Como puede verse, el aporte de los productores agrarios de Mendoza, en el total de lo que la provincia recibe, es casi despreciable y quien lo dude que por favor muestre números creíbles y documentados.
Siendo así las cosas, nos encontramos ante el reclamo de una industria que poco aporta a la provincia y, en cambio, exige como si fuese la que sustenta a las arcas del Estado.
No hay dudas de que el agro ha mantenido, y muy bien, a unos pocos dueños de ilustre apellido que, generalmente, emplean a su personal en condiciones muy poco dignas para no decir que explotan a sus obreros.
Entonces tenemos una industria que es poco o nada rentable, al decir de sus protagonistas y que necesita dineros públicos para subsistir.
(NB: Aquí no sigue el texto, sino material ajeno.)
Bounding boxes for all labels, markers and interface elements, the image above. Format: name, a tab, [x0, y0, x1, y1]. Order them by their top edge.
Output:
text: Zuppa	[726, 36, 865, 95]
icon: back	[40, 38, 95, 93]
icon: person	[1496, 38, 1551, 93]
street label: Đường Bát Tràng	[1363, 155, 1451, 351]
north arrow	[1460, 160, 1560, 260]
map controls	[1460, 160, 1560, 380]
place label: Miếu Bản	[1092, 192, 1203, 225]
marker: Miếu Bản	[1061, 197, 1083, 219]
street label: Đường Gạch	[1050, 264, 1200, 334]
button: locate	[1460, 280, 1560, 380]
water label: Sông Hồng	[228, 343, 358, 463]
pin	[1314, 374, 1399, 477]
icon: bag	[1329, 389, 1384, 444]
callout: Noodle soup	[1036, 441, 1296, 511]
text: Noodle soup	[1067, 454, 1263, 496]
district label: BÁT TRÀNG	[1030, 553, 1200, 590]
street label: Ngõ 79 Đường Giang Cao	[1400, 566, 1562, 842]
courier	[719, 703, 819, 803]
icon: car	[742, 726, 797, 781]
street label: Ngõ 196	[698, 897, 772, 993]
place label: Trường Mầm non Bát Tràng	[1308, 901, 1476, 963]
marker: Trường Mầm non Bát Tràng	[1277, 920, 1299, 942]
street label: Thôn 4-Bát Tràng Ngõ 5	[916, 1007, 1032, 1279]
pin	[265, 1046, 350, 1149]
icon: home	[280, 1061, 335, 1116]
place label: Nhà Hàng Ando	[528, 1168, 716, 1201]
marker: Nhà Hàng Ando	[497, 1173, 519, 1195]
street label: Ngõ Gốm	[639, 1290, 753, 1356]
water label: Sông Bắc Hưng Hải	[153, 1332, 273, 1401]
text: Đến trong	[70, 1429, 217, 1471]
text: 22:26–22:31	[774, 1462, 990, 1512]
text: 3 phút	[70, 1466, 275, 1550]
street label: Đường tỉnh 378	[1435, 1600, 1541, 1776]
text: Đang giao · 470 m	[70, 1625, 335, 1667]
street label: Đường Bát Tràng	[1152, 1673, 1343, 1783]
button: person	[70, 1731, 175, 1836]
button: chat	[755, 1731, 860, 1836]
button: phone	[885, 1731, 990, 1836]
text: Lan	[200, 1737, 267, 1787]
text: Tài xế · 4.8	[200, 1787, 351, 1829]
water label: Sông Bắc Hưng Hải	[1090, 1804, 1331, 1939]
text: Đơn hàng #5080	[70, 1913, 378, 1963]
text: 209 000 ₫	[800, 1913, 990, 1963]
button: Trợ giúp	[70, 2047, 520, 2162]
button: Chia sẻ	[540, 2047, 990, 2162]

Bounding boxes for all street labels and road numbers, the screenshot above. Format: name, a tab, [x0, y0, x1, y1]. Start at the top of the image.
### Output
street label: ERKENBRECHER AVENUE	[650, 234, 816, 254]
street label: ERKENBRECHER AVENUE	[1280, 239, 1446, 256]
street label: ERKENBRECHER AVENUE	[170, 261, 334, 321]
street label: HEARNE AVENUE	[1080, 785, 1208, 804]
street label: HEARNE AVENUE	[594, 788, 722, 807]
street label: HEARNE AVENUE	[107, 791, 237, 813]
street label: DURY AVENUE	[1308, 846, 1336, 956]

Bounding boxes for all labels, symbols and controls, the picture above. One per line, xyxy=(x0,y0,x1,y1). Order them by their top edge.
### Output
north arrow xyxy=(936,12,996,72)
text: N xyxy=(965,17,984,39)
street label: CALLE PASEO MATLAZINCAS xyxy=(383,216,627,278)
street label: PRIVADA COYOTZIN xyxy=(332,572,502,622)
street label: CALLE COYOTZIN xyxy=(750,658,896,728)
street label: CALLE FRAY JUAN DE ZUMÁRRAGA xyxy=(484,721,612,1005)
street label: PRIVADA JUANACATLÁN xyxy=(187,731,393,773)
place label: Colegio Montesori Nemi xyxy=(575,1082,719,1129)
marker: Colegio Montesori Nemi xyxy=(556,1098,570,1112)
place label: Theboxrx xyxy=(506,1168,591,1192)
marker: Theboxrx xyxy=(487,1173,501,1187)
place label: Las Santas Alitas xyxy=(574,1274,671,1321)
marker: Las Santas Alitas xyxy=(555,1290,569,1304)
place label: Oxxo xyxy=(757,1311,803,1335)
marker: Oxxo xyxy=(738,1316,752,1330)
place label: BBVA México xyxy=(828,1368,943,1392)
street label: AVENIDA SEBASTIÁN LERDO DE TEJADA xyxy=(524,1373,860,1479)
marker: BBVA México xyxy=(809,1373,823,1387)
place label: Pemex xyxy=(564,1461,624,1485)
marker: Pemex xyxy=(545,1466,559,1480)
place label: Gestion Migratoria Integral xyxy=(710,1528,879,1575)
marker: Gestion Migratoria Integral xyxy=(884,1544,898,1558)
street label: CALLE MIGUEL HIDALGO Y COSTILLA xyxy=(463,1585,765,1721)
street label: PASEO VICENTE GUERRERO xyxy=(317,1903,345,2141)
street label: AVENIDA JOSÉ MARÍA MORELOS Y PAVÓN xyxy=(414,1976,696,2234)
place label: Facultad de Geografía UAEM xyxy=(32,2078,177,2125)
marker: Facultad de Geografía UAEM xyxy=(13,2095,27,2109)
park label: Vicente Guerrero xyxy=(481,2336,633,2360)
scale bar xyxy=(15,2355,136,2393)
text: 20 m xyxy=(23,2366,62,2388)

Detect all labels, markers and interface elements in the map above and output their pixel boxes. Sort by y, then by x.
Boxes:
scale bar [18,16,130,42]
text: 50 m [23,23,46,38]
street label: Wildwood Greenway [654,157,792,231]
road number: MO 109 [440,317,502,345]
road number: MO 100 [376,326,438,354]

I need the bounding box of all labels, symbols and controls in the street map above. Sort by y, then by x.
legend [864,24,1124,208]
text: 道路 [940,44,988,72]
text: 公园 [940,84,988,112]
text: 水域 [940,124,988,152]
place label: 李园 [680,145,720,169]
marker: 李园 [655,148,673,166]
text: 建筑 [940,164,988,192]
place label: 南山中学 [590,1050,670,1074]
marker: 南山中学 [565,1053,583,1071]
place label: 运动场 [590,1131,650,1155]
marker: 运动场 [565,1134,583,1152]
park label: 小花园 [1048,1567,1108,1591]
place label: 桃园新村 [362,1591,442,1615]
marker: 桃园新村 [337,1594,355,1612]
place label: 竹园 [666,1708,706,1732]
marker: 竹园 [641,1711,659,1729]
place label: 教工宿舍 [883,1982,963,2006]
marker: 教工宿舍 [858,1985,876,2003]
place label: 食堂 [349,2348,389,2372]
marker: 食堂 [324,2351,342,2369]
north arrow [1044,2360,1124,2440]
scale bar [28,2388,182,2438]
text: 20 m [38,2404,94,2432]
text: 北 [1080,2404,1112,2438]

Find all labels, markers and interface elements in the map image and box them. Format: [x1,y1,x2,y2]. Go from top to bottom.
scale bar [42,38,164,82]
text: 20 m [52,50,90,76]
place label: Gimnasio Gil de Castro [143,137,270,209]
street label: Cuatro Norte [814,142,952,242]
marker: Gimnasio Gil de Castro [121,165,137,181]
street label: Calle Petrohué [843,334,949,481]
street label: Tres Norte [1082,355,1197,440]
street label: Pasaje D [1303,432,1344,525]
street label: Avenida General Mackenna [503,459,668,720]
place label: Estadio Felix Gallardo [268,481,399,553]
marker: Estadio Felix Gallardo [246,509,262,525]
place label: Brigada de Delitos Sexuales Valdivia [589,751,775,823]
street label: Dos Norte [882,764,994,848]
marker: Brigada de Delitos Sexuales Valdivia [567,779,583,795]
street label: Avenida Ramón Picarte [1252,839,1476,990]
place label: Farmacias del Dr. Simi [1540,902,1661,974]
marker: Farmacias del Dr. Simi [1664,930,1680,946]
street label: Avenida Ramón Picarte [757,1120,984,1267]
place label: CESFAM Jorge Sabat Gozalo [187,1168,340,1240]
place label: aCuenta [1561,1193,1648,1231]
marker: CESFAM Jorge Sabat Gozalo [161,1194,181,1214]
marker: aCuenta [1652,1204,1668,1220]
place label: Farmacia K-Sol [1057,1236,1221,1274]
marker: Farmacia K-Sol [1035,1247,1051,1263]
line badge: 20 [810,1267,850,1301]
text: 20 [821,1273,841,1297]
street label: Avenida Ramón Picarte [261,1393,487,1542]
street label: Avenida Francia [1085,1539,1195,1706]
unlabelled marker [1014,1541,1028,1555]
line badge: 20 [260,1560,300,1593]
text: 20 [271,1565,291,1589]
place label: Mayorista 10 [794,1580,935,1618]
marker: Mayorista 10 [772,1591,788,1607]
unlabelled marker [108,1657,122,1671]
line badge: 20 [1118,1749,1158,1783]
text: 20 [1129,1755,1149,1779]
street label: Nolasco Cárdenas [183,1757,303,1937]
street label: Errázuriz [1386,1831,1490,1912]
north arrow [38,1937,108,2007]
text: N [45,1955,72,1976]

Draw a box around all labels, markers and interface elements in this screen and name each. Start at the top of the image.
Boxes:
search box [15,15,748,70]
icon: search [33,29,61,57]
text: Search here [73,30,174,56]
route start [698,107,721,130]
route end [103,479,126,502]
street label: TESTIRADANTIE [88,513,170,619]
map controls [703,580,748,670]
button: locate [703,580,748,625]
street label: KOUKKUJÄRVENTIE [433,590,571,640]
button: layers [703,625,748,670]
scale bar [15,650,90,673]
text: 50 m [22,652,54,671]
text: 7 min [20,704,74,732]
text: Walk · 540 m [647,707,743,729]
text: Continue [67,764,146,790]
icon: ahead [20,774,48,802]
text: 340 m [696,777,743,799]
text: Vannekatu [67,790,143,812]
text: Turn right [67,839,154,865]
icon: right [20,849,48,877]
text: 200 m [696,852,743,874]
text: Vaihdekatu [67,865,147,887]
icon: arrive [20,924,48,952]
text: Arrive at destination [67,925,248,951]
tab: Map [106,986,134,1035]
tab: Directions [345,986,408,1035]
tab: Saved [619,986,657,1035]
Dicho sea de paso, sólo se conocen obreros rurales en condición de pobreza pero los productores o industriales de esta actividad suelen tener un muy buen pasar económico pese a manejar una industria no rentable.
Como decíamos al principio, si el gobierno provincial subsidiara a cada actividad que un mendocino emprende, la cosa sería justa aunque discutible pero cuándo sólo un sector es el beneficiado la situación es profundamente injusta y debería evaluarse muy bien.
¿Cuál es el sentido de mantener, con dineros públicos, una industria que sólo da pérdidas?
¿Por qué el Estado debe comprar vino, mosto, tela antigranizo, aviones para lucha antigranizo, subsidiar seguros contra inclemencias climáticas o, mejor dicho, qué otra industria o actividad económica recibe semejante apoyo y continúa siendo deficitaria?.
Seguramente los ¿productores? agrícolas no comparten este punto de vista pero espero que entiendan cómo se ve el problema desde la vereda de enfrente.
¿Por qué los ciudadanos no dedicados a la actividad agrícola debemos ayudar a un actividad comercial privada que no es rentable y quién nos ayudara a nosotros si lo necesitamos en algún momento?.
El gobierno provincial debería dar muestra de conductas equitativas en lugar de declamar una equidad que no fomenta.
También debería dar muestras muy claras y contundentes de que no gobierna según las presiones de los distintos sectores de la sociedad, principalmente de aquellos con mayor capacidad de lobby o manejo de los medios.
Una cosa es escuchar los reclamos de los distintos actores sociales y otra muy distinta, es actuar demagógicamente.
Los Estadistas hacen lo primero y nuestros gobernantes, lamentablemente y por lo general, hacen lo segundo.
En el caso de los ¿productores" del agro, es claro que no dirigen nada sino que ceden ante las presiones.